Strong signatures of carbonates were detected on the western inner rim of Jezero crater, that Horgan represented as a “bathtub ring” in a very NASA announcement. Carbonates usually kind in shallow and heat seas, and sometimes in conjunction with biological activity, thence the interest in carbonates on Mars. On Earth, carbonates contribute to the fossilization of structures like seashells, corals, and, significantly, stromatolites—rocky structures shaped by huge clumps of microorganism life. Admittedly, traces of seashells and coral on Mars are extremely unlikely, however proof of bacteria-like microorganisms, well, that’s a special story.

In terms of what this preserved Martian life may seem like, Tarnas said it might “probably seem like microbial cells permineralized within the hydrated oxide, which suggests oxide grew in the areas separating cell walls, and also the rock containing the microfossils would possible be made in complicated organics.” He said it would look just like ancient microfossils found within the oxide of ancient rocks, together with 3.4-billion-year-old fossils found in South Africa and Australia.

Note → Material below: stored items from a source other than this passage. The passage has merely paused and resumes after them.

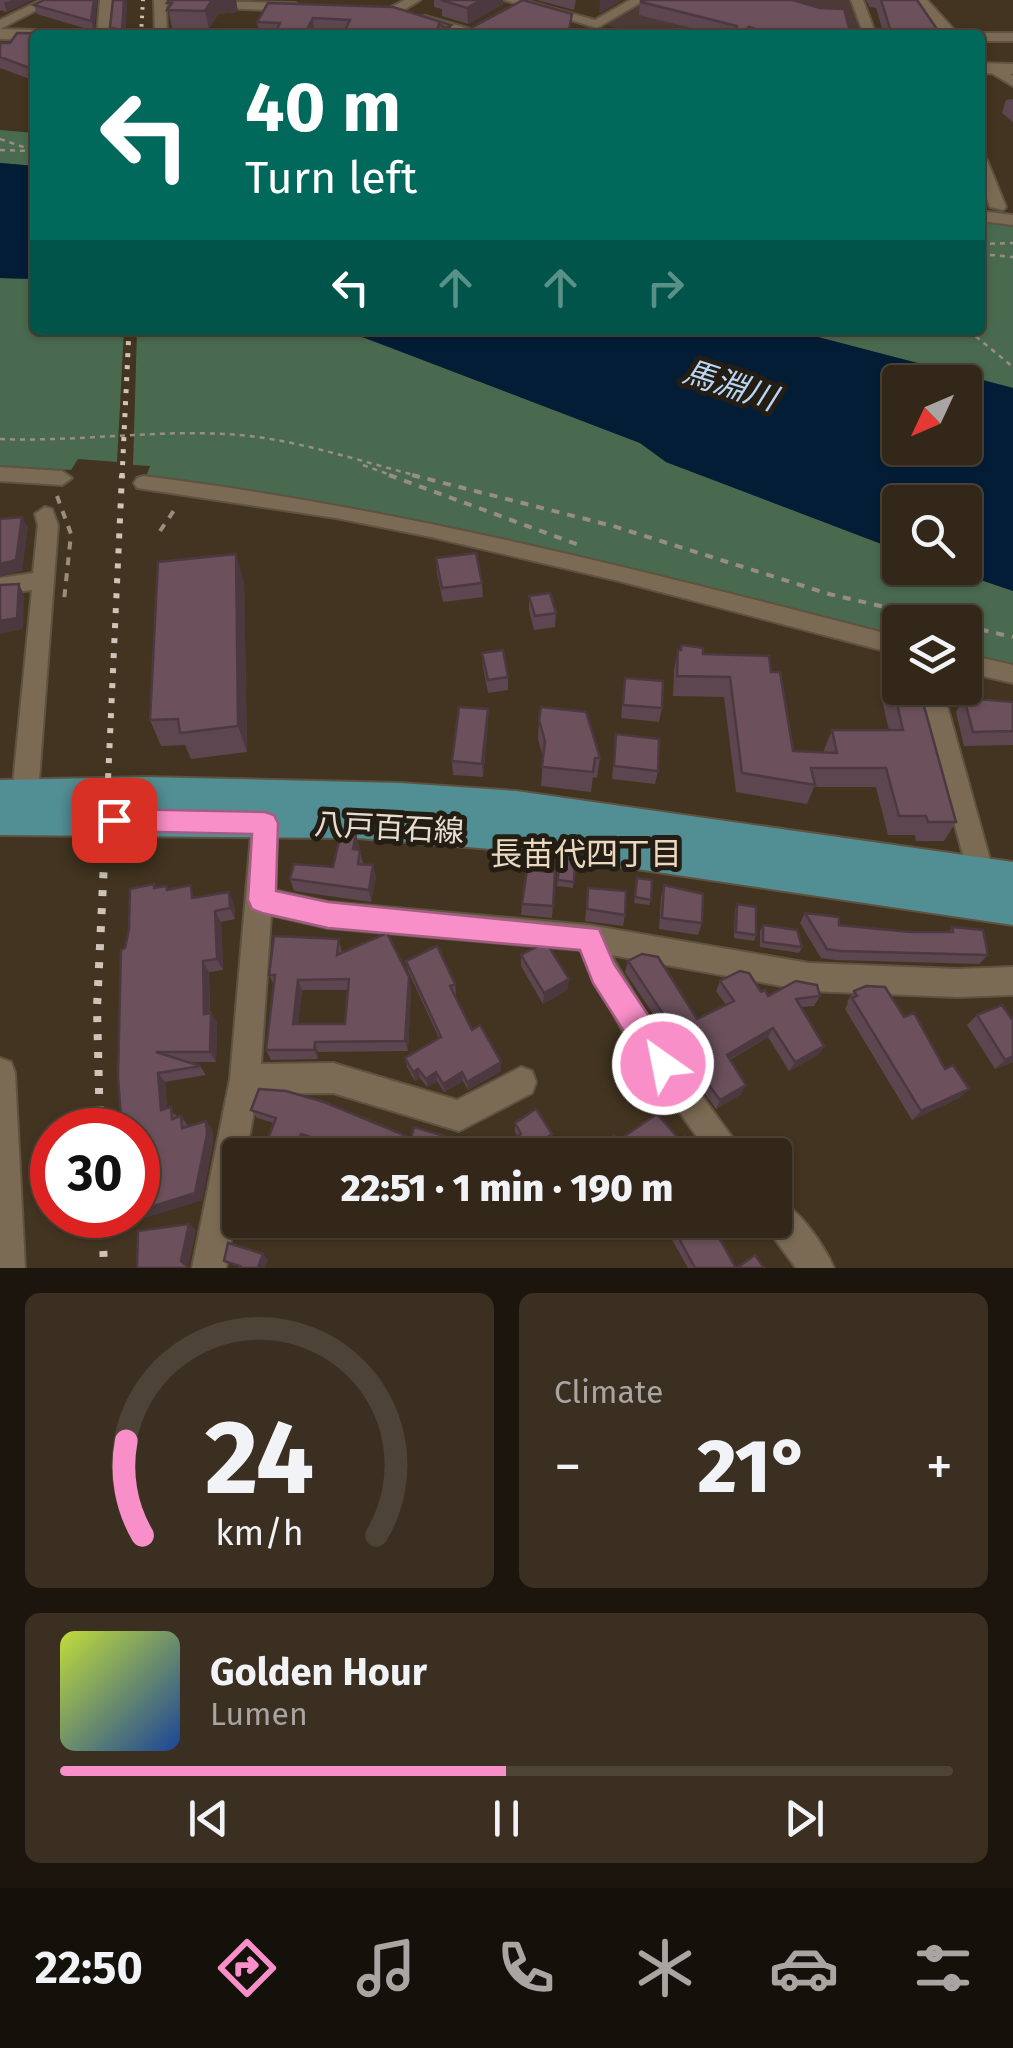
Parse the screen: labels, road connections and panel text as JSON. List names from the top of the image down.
{
  "streets": {
    "main road": ["八戸百石線"]
  },
  "districts": ["長苗代四丁目"],
  "water": ["馬淵川"],
  "north": "bottom left",
  "page": {
    "turn": ["40 m", "Turn left"],
    "limit": "30",
    "trip": "22:51 · 1 min · 190 m",
    "tile": "Climate",
    "heat": ["−", "21°", "+"],
    "song": ["Golden Hour", "Lumen"],
    "tabs": "22:50",
    "gauge": ["24", "km/h"]
  }
}
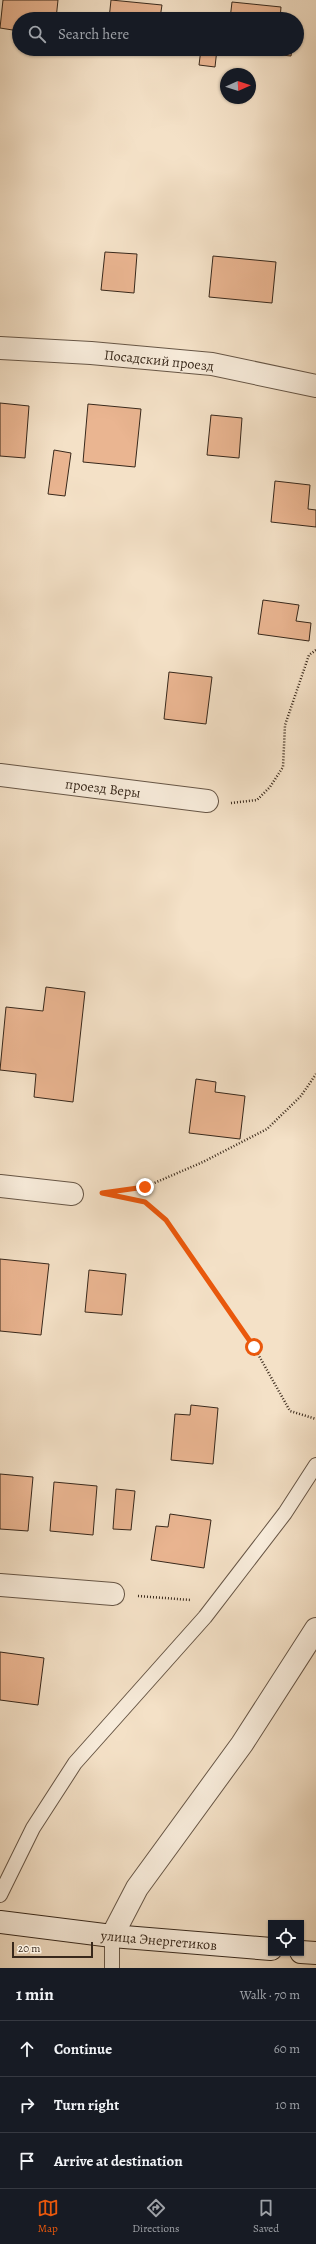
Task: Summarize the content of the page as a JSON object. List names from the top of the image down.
{
  "streets": {
    "street": ["Посадский проезд", "проезд Веры", "улица Энергетиков"]
  },
  "scale_bar": "20 m",
  "north": "right",
  "page": {
    "search": "Search here",
    "scale": "20 m",
    "heading": ["1 min", "Walk · 70 m"],
    "list": [
      ["Continue", "60 m"],
      ["Turn right", "10 m"],
      "Arrive at destination"
    ],
    "nav": ["Map", "Directions", "Saved"]
  }
}
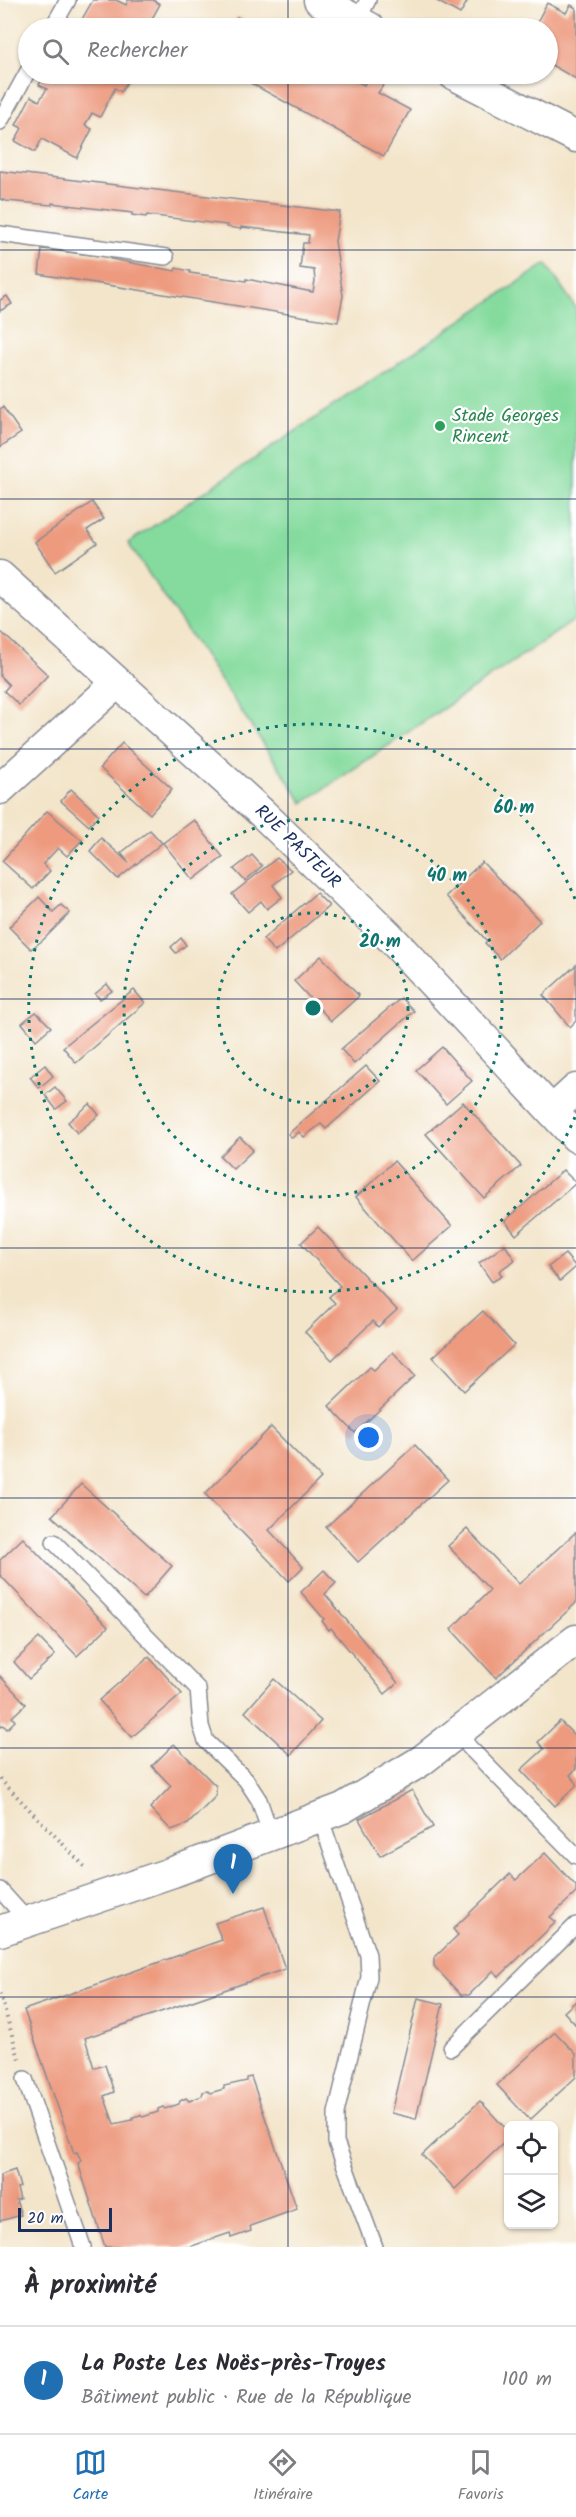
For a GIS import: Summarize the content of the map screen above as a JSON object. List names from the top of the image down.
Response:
{
  "streets": {
    "street": ["RUE PASTEUR"]
  },
  "places": ["Stade Georges Rincent"],
  "scale_bar": "20 m",
  "page": {
    "search": "Rechercher",
    "pins": "1",
    "scale": "20 m",
    "heading": "À proximité",
    "list": [
      {
        "mark": "1",
        "name": "La Poste Les Noës-près-Troyes",
        "note": "Bâtiment public · Rue de la République",
        "value": "100 m"
      }
    ],
    "nav": ["Carte", "Itinéraire", "Favoris"]
  },
  "rings": ["60 m", "40 m", "20 m"]
}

Excitingly, each the hydrated Silica and carbonates ought to be simply accessible by the 2020 rover on the Martian surface. The rover can have a built-in chemical lab to check samples and an instrument capable of detecting complicated organic compounds. The rover will be ready to take close-up pictures of the deposits to check however they’re positioned compared to different rocks. It also has sensors similar to CRISM, which can allow a comparative analysis with MRO data. Failing all this, the rover will extract samples and leave them as a cache for future missions to retrieve and convey back to Earth for analysis.

This is all very exciting, and that we would be remiss to not mention the news from earlier on about the detection of intriguing oxygen fluctuations on Mars. The Red Planet might or might not have once hosted life, however we’re actually doing our greatest to seek out out. the nice news is that we won’t ought to wait long for the new rover to start out sniffing around Jezero crater—February 2021 can surely arrive in the blink of an eye.